____ Material supplied

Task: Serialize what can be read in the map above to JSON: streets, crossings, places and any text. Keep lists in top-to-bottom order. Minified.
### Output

________
____ Material supplied

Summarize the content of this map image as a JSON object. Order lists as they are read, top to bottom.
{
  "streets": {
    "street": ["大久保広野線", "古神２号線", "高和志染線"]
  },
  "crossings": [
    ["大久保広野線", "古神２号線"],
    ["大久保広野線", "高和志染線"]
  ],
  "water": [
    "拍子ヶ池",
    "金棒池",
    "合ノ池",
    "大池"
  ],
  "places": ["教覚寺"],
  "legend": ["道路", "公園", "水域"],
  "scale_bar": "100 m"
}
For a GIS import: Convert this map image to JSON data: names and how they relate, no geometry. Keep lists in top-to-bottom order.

________

* [What is being asked]: Using the entries above, copy out all lines that contain the string "Keep".

* [Output for this exercise]:
Task: Serialize what can be read in the map above to JSON: streets, crossings, places and any text. Keep lists in top-to-bottom order. Minified.
For a GIS import: Convert this map image to JSON data: names and how they relate, no geometry. Keep lists in top-to-bottom order.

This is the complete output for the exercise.